= Beginning of Section =
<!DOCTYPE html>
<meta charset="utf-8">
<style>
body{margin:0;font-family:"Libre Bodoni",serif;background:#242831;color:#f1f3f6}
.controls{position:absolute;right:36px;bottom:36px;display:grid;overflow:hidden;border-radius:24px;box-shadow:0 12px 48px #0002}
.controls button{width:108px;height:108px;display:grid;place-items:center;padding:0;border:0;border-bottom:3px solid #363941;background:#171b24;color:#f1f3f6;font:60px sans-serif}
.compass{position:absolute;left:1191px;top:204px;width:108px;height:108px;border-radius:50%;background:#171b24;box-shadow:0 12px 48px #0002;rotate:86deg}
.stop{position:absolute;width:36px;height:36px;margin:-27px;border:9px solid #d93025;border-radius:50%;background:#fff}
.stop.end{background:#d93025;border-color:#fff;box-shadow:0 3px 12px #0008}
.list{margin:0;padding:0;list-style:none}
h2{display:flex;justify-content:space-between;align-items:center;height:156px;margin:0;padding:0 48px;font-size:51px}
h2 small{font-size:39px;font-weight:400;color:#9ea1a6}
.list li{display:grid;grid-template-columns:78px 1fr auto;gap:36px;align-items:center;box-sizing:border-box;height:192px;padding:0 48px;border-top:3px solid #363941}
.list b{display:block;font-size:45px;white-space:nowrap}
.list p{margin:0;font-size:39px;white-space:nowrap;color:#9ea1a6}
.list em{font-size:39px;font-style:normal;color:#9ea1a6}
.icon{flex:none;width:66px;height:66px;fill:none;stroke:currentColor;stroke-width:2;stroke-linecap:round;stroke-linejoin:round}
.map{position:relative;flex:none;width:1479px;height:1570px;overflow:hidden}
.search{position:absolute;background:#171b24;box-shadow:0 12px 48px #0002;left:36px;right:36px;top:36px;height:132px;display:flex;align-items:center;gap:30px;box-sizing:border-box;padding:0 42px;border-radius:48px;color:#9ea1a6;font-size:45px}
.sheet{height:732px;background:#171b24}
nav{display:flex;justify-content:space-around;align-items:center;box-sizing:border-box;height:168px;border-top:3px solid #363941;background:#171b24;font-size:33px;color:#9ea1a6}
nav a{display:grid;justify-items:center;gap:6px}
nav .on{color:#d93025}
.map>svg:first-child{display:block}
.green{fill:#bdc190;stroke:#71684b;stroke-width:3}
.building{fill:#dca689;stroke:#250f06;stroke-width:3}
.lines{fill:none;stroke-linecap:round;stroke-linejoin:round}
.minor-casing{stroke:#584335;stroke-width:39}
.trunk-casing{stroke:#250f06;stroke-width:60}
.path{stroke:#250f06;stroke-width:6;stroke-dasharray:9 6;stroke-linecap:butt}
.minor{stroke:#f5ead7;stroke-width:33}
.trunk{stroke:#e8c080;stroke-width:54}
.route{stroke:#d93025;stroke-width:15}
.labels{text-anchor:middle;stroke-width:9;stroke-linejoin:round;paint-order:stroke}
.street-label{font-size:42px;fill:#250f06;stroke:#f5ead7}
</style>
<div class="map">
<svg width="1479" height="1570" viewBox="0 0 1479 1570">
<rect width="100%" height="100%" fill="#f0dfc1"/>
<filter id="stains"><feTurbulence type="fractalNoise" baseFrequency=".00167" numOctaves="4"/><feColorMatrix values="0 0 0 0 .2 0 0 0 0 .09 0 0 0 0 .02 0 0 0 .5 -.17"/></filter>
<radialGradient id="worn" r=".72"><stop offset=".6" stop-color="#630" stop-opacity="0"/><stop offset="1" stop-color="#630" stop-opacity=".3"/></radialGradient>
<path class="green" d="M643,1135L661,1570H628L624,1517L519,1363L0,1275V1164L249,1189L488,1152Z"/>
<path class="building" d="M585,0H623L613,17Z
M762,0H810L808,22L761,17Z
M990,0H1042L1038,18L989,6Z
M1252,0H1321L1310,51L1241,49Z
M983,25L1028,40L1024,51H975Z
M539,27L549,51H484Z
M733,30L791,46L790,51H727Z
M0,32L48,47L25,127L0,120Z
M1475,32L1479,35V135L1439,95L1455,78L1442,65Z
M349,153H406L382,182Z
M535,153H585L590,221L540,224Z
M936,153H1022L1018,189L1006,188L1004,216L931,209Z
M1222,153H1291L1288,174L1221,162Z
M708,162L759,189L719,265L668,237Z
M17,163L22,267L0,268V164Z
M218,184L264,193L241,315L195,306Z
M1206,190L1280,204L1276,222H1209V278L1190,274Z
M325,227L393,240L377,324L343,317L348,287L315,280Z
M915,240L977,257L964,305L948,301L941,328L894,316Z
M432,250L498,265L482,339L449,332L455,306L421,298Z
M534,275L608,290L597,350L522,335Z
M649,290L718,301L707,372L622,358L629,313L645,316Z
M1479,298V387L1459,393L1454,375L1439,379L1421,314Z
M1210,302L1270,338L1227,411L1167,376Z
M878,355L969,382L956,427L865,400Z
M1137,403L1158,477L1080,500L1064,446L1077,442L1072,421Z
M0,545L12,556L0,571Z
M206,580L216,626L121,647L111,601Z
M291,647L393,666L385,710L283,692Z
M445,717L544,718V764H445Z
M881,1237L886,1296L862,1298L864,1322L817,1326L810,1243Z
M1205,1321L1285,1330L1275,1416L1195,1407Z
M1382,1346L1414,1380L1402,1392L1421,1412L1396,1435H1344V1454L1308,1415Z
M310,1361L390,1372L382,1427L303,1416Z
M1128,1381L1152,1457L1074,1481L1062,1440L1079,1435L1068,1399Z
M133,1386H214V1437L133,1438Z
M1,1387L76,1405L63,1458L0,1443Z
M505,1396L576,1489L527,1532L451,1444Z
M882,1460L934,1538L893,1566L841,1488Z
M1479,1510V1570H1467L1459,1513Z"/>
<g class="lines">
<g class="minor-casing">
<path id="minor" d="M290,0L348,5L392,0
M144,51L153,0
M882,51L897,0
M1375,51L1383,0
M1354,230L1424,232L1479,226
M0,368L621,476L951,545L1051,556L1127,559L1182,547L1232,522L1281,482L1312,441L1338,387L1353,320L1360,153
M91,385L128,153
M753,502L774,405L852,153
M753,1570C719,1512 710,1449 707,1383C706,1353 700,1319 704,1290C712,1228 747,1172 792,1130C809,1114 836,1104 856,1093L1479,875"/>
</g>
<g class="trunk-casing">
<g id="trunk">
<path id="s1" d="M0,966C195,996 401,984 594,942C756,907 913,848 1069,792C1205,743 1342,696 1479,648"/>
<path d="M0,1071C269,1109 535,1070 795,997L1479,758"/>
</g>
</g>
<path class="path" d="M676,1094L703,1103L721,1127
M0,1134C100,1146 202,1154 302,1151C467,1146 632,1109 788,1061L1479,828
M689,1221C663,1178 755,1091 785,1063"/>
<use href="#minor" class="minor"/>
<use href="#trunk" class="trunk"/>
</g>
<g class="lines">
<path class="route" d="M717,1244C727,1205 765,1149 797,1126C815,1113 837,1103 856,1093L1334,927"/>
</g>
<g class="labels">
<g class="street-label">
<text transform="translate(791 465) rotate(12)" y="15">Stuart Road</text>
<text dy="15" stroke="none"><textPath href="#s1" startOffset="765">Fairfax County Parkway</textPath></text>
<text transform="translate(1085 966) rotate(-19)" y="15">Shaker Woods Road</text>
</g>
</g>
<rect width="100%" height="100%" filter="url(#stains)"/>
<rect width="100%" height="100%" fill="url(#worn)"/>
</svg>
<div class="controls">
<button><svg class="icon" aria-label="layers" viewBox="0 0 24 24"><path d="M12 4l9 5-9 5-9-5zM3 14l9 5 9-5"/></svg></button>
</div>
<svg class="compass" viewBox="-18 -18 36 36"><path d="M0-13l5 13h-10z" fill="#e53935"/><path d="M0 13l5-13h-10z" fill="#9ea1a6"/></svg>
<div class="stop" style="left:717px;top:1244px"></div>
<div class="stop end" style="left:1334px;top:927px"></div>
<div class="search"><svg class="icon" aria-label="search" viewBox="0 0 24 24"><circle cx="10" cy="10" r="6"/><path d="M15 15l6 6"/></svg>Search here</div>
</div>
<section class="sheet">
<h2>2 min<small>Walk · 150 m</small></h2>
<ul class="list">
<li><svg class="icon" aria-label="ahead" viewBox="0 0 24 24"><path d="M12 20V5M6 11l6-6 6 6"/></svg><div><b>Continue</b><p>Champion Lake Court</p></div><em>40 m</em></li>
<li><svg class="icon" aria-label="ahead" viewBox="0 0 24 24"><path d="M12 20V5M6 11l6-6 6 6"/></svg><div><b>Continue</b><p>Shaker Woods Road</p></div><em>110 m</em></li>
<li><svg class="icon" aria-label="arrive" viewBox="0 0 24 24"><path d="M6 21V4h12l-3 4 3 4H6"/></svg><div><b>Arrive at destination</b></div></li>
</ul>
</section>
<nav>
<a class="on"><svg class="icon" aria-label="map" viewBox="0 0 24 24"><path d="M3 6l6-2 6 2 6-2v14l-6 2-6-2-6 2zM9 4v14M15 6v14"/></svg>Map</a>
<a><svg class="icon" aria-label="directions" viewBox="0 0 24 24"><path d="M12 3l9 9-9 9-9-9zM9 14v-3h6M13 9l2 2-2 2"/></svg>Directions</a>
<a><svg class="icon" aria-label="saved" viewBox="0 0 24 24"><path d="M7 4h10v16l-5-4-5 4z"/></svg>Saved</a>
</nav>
= End of Section =
* _Aim of the task_
Please copy every line of the material that contains the word "nowrap".

* _Response to the exercise_
.list b{display:block;font-size:45px;white-space:nowrap}
.list p{margin:0;font-size:39px;white-space:nowrap;color:#9ea1a6}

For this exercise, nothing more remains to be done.